Garg. Had to spend $50 to get a certified copy shipped from Virginia. and then $116 for a new license. :\


----------



## GOATGIRL (Feb 6, 2006)

gage said:


> Okay so I went and bought my 06 Black / Black GTO on Saturday.
> 
> Went in yesterday to pick it up, and oops i need a CT license. I moved here 4 months back and still have my OH license.
> 
> ...


I can not believe the crap you are going through!!!! Hang in there...there is daylight at the end of the tunnel (and it's in the form of your GTO!)


----------



## gage (Mar 2, 2006)

yea it is. wow this state rocks :\


----------



## jortegasr (Nov 4, 2005)

$116 for a new license?


----------



## b_a_betterperson (Feb 16, 2005)

Used to live next door in Avon. It really isn't a bad place. Was that $116 for your tags -- or driver's license? If it was for the license, was it because you lived there for a while without getting one?


----------



## mumrah (Apr 3, 2005)

Since 9-11 everywhere there is a lot of BS getting a new license. Better safe than sorry but it seems the people that are most inconvienced are the good upright citizens.


----------



## gage (Mar 2, 2006)

yea i got it taken care of

License $$$ was because i have an out of state license.

$75 for license + $40 vision test.


----------



## 03xtreme (Apr 14, 2006)

wow


i moved here from wny and i can affirm all that you are saying. it sucks and traffic sucks, and just wait till you get stuck on the 3 major roads in the state that is as big as 1/4 of New York or ohio.

it's a joke but it's kinda fun too with ocean vermont, etc.

i paid all that for my license in ct had issues, had to get birth certificate sent from my ma's house (had just moved) wait till they figure out how to fix emissions sigh argghhhhhhhhh


----------



## 03xtreme (Apr 14, 2006)

where did you get the GTO and what did they jack you for it?


----------



## gage (Mar 2, 2006)

I got it from Town and Country Auto in Middletown.

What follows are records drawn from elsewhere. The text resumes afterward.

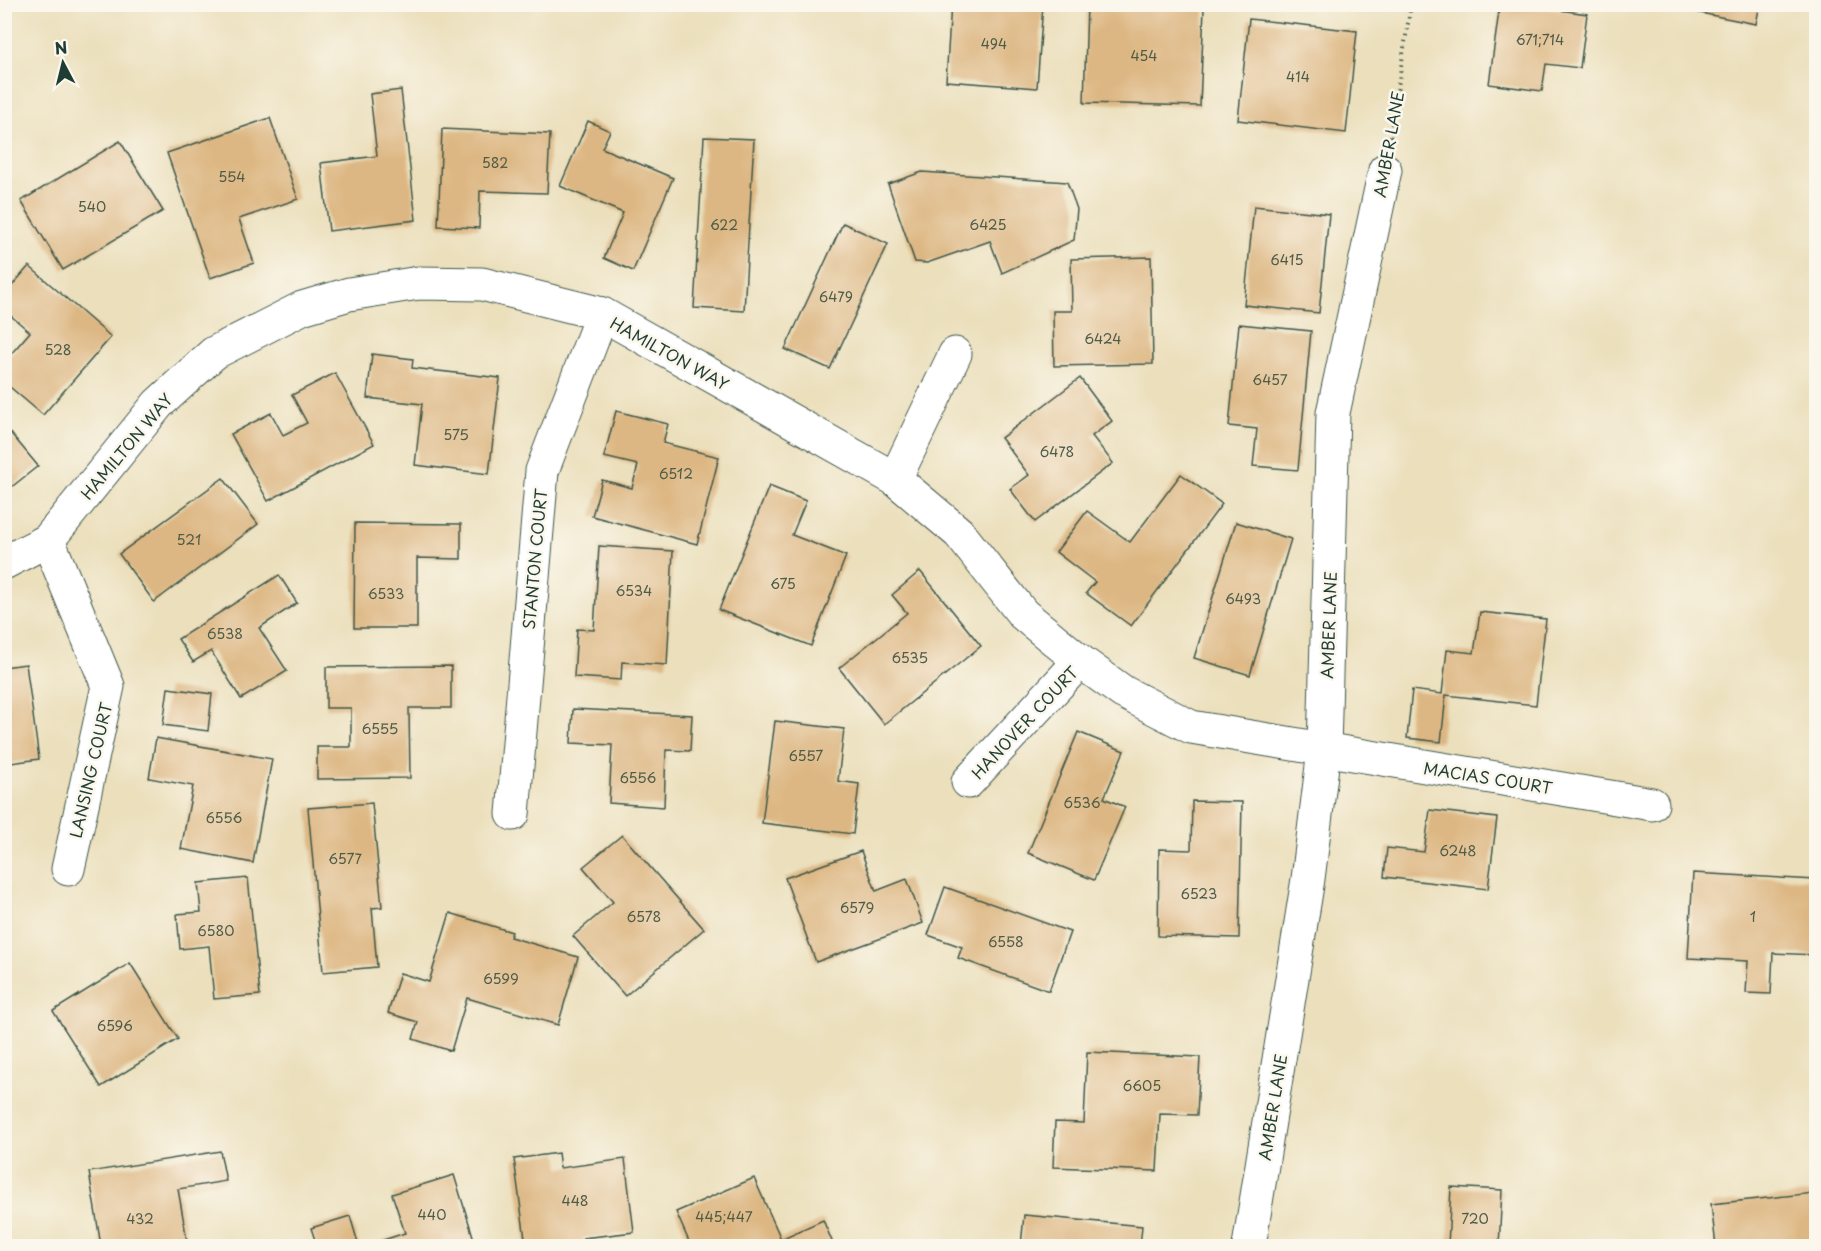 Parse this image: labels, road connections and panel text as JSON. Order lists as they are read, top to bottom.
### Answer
{
  "streets": {
    "street": [
      "AMBER LANE",
      "HAMILTON WAY",
      "STANTON COURT",
      "HANOVER COURT",
      "LANSING COURT",
      "MACIAS COURT"
    ]
  },
  "crossings": [
    ["AMBER LANE", "HAMILTON WAY"],
    ["AMBER LANE", "MACIAS COURT"],
    ["HAMILTON WAY", "STANTON COURT"],
    ["HAMILTON WAY", "HANOVER COURT"],
    ["HAMILTON WAY", "LANSING COURT"],
    ["HAMILTON WAY", "MACIAS COURT"]
  ],
  "house_numbers": [
    "671;714",
    "494",
    "454",
    "414",
    "582",
    "554",
    "540",
    "622",
    "6425",
    "6415",
    "6479",
    "6424",
    "528",
    "6457",
    "575",
    "6478",
    "6512",
    "521",
    "675",
    "6534",
    "6533",
    "6493",
    "6538",
    "6535",
    "6555",
    "6557",
    "6556",
    "6536",
    "6556",
    "6248",
    "6577",
    "6523",
    "6579",
    "6578",
    "1",
    "6580",
    "6558",
    "6599",
    "6596",
    "6605",
    "448",
    "440",
    "445;447",
    "432",
    "720"
  ],
  "north": "top"
}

Good guys, and I didnt get alot of BS, was able to get 1500 under invoice. Of course 'good guys' in dealership lingo is kinda uhh ehh 

my first oil change is free, which is awesome considering i just spent all this money 'oh wow oil change for free thats a great deal' but i wont complain 

Yea traffic sucks esp when I go to the airport to fly home on the odd occasion  but for work I drive backroads and its not too messy as long as I avoid the major roadways.


----------



## b_a_betterperson (Feb 16, 2005)

Ah, the country roads from Avon/Farmington out to Bradley. 

Speaking of Connecticut, one thing I do not miss is getting blasted with radar so often by the State Police that your hair would fall out and gums would begin to bleed.


----------



## 03xtreme (Apr 14, 2006)

b_a_betterperson said:


> Ah, the country roads from Avon/Farmington out to Bradley.
> 
> Speaking of Connecticut, one thing I do not miss is getting blasted with radar so often by the State Police that your hair would fall out and gums would begin to bleed.

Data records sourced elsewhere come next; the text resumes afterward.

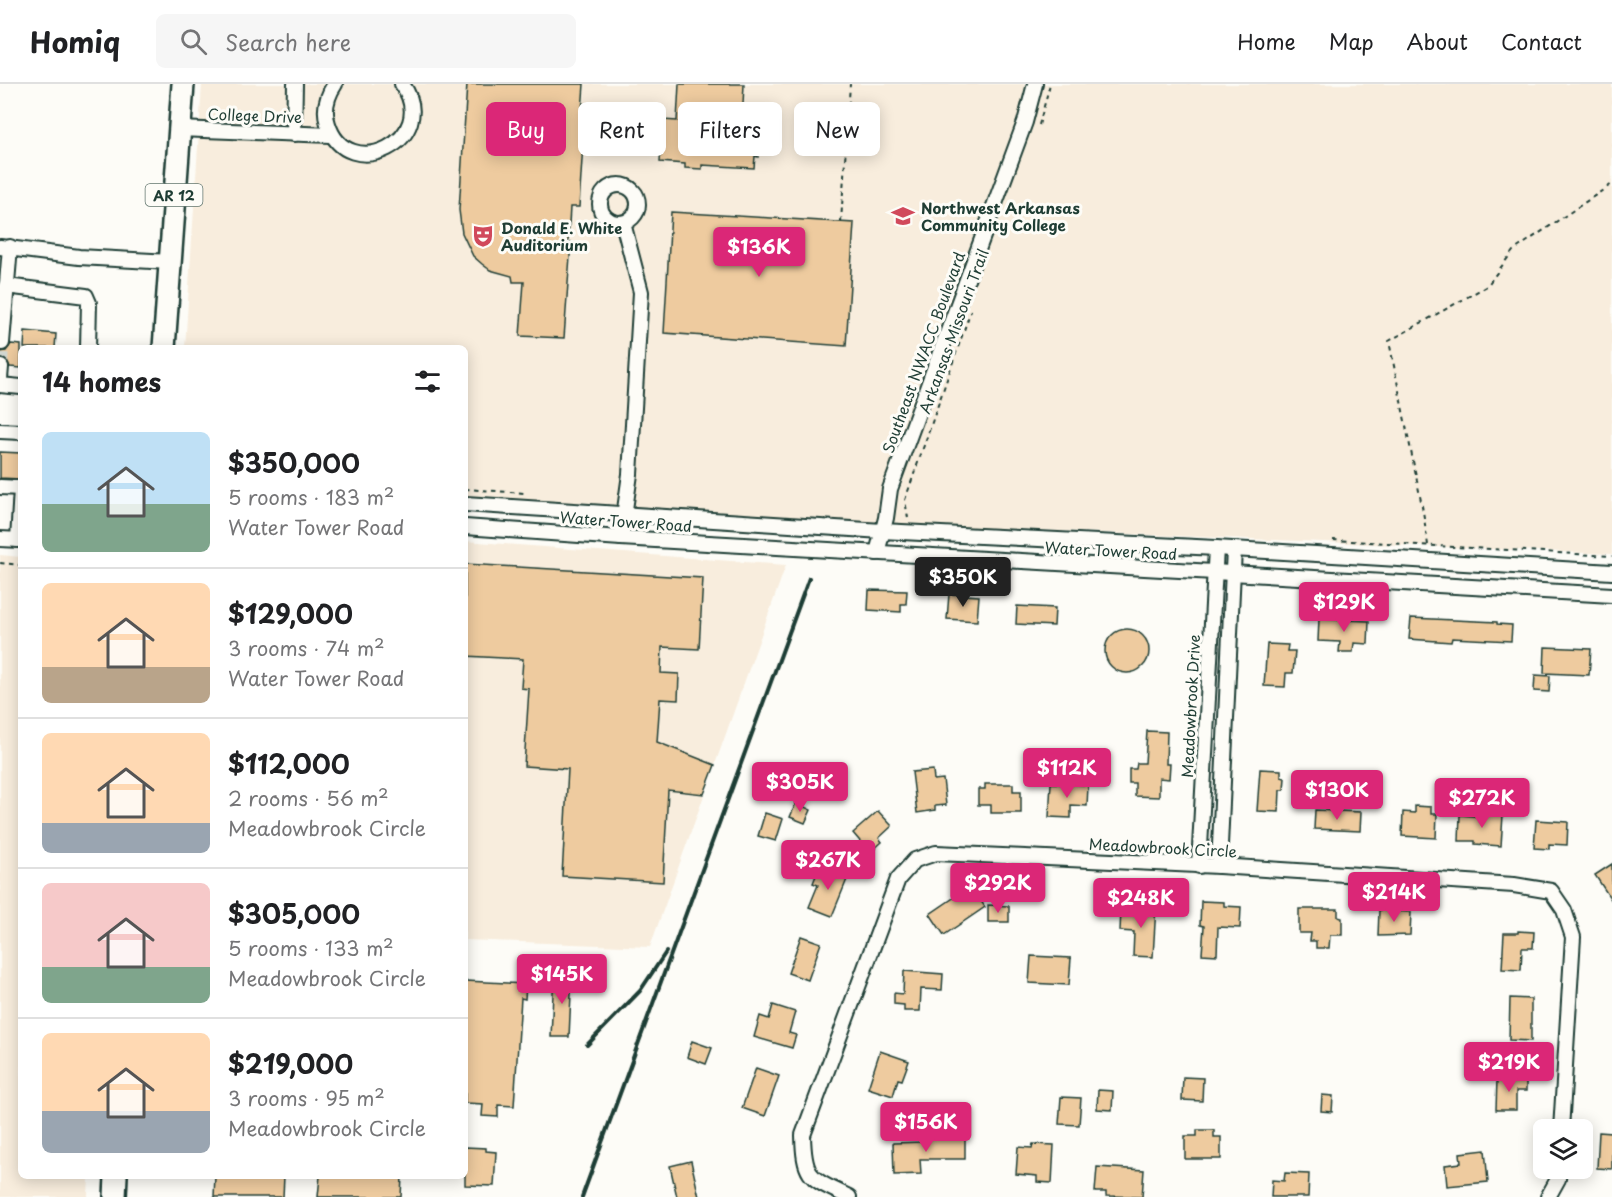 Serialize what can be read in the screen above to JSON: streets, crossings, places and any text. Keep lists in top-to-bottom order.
{
  "streets": {
    "highway": ["AR 12"],
    "street": [
      "College Drive",
      "Southeast NWACC Boulevard",
      "Water Tower Road",
      "Meadowbrook Drive",
      "Meadowbrook Circle"
    ],
    "path": ["Arkansas Missouri Trail"]
  },
  "crossings": [
    ["College Drive", "AR 12"],
    ["Southeast NWACC Boulevard", "Water Tower Road"],
    ["Water Tower Road", "Meadowbrook Drive"],
    ["Meadowbrook Drive", "Meadowbrook Circle"]
  ],
  "places": {
    "school or university": ["Northwest Arkansas Community College"],
    "theatre": ["Donald E. White Auditorium"]
  },
  "page": {
    "header": "Homiq",
    "search": "Search here",
    "nav": [
      "Home",
      "Map",
      "About",
      "Contact"
    ],
    "chip": [
      "Buy",
      "Rent",
      "Filters",
      "New"
    ],
    "price": [
      "$136K",
      "$350K",
      "$129K",
      "$112K",
      "$305K",
      "$130K",
      "$272K",
      "$267K",
      "$292K",
      "$214K",
      "$248K",
      "$145K",
      "$219K",
      "$156K"
    ],
    "heading": "14 homes",
    "list": [
      {
        "name": "$350,000",
        "note": "5 rooms · 183 m² · Water Tower Road"
      },
      {
        "name": "$129,000",
        "note": "3 rooms · 74 m² · Water Tower Road"
      },
      {
        "name": "$112,000",
        "note": "2 rooms · 56 m² · Meadowbrook Circle"
      },
      {
        "name": "$305,000",
        "note": "5 rooms · 133 m² · Meadowbrook Circle"
      },
      {
        "name": "$219,000",
        "note": "3 rooms · 95 m² · Meadowbrook Circle"
      }
    ]
  }
}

there aren't enought cops in this state to nail the people on 91 going 85.... i drive it twice a day and it's a joke..... literally.

I know somebody who lives on the avon farmington line.

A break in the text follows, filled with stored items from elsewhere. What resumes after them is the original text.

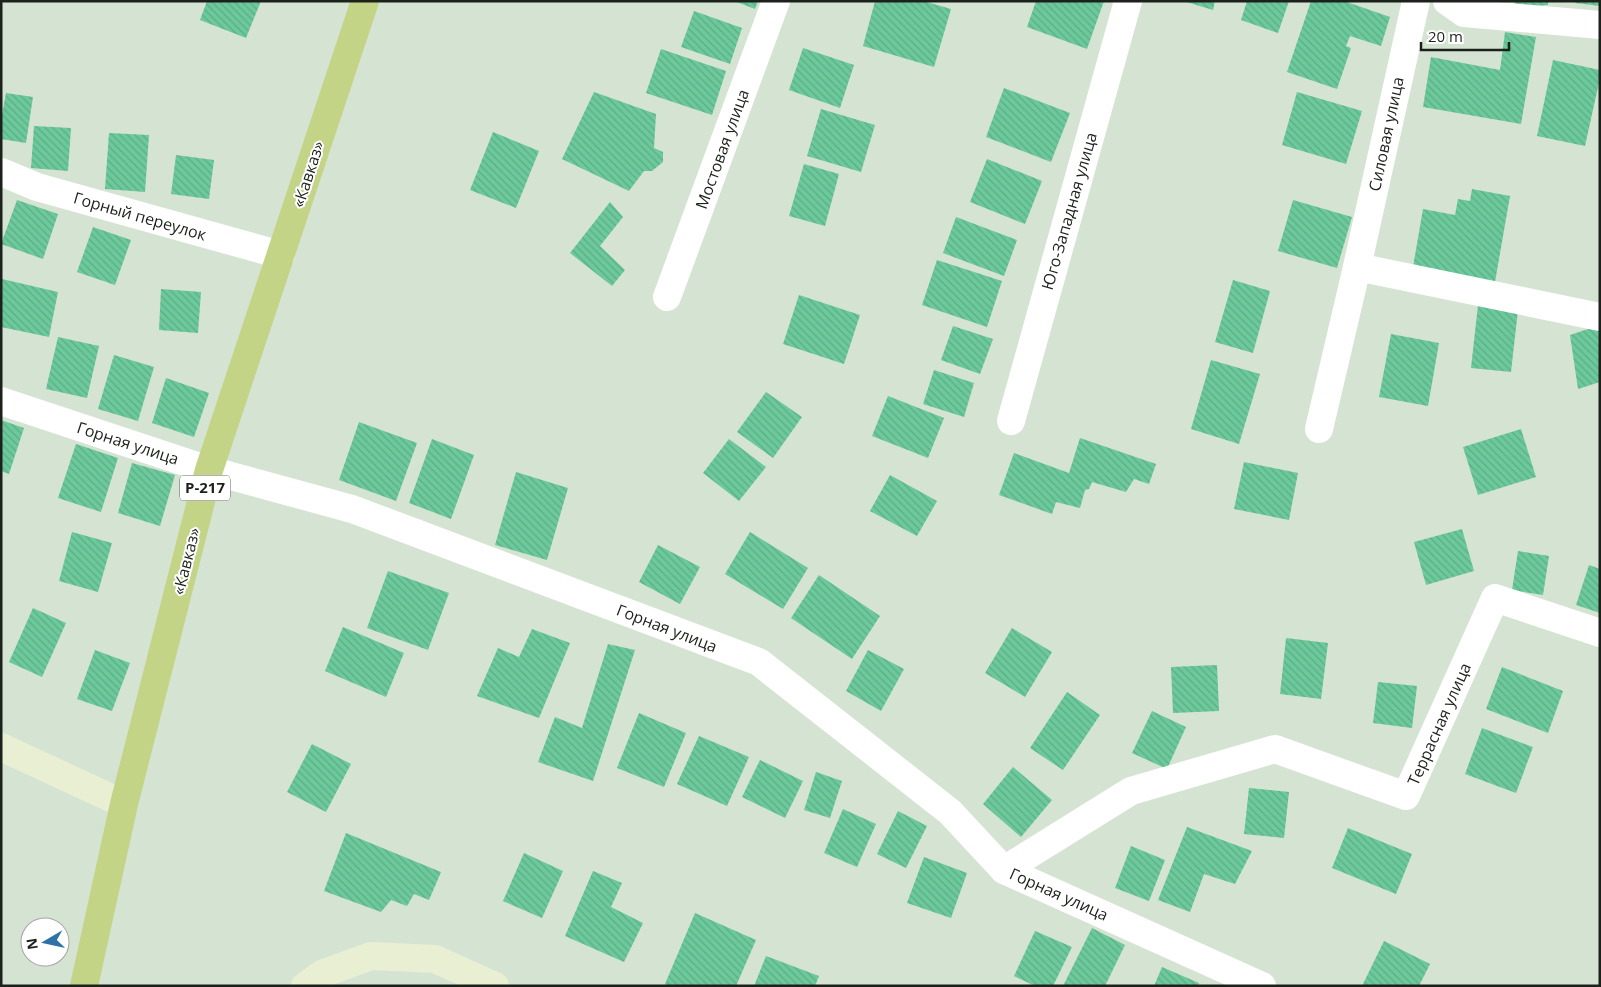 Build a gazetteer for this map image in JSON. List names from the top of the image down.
{
  "streets": {
    "highway": ["«Кавказ»", "Р-217"],
    "street": [
      "Силовая улица",
      "Мостовая улица",
      "Юго-Западная улица",
      "Горный переулок",
      "Горная улица",
      "Террасная улица"
    ]
  },
  "crossings": [
    ["«Кавказ»", "Горный переулок"],
    ["«Кавказ»", "Горная улица"],
    ["Горная улица", "Террасная улица"]
  ],
  "scale_bar": "20 m",
  "north": "left"
}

Do you know if they do the GMS on those cars?


----------



## gage (Mar 2, 2006)

I do notice the fuzz presence much higher than when I lived in PA though.


----------



## Wing_Nut (Mar 6, 2005)

b_a_betterperson said:


> Used to live next door in Avon. It really isn't a bad place. Was that $116 for your tags -- or driver's license? If it was for the license, was it because you lived there for a while without getting one?


Former Glastonbury resident here. I miss civilization! CT has nothing on PA. Three trips to the DMV just to prove our identity when we moved here (wife is Sicilian, naturalized). Having a valid CT license was no help. And then, you have to get your plates from a 3rd party "Tag Service" because they have privatized vehicle registration.


----------



## gage (Mar 2, 2006)

Yea their tags in PA are screwed up. I knew a guy who had temp tags (harrisburg said they were in the mail) and ended up driving with expired tags for 3 months because they were still lagging behind on them.


----------



## 03xtreme (Apr 14, 2006)

wtb

2006 Blue w/blue leather M6 if you see any in dealerships or know how to search let me know.

i'm on the hunt now.


----------



## gage (Mar 2, 2006)

awesome, I drive a black on black, nice to have another Goat to hunt with


----------



## 03xtreme (Apr 14, 2006)

bad news....

i owe 11500 on my truck and blue book says it's worth 7,000

that IS AN ISSUE. no goat.


----------



## gage (Mar 2, 2006)

gah. D:

sucks to hear that mate


----------



## Steve A (Oct 28, 2005)

Compared to what ?? ?? ?? :confused :confused :confused 

(In regard to thread title)


----------



## gage (Mar 2, 2006)

hehe.

Im more of a southern person, so i had a chip on my shoulder about CT since I moved up here.


----------